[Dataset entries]

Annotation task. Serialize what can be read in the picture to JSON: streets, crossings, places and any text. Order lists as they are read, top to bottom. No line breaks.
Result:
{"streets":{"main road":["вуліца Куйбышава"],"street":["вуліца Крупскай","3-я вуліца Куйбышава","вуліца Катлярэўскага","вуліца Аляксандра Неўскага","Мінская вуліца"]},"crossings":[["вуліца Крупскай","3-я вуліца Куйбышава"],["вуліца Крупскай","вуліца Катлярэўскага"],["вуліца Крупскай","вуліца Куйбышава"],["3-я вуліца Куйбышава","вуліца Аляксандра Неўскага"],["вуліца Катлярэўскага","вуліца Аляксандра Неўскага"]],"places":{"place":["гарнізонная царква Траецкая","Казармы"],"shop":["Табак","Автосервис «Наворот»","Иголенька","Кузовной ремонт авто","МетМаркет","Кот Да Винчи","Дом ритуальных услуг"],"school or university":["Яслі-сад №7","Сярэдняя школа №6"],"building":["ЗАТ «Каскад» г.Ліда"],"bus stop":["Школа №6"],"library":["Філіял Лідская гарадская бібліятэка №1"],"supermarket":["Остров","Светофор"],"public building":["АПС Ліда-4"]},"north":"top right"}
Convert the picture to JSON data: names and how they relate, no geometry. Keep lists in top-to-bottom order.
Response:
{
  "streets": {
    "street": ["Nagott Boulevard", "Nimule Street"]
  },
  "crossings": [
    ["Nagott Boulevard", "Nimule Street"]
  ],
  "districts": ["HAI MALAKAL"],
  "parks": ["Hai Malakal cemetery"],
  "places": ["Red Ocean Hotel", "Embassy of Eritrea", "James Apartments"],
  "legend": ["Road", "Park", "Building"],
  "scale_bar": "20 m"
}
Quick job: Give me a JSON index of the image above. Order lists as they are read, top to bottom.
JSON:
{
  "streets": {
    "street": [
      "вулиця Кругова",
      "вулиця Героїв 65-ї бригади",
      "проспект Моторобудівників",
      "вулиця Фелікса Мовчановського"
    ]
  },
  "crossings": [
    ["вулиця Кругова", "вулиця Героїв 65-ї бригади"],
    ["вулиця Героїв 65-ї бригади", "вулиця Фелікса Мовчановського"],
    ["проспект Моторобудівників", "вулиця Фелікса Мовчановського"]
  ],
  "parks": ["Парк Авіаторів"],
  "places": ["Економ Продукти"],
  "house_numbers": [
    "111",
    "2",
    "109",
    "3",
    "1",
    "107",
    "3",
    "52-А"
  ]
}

EXERCISE DESCRIPTION ->
Every line above with the word "they" belongs in the answer, copied as written.

RESULT OF THIS TASK ->
Annotation task. Serialize what can be read in the picture to JSON: streets, crossings, places and any text. Order lists as they are read, top to bottom. No line breaks.
Convert the picture to JSON data: names and how they relate, no geometry. Keep lists in top-to-bottom order.
Quick job: Give me a JSON index of the image above. Order lists as they are read, top to bottom.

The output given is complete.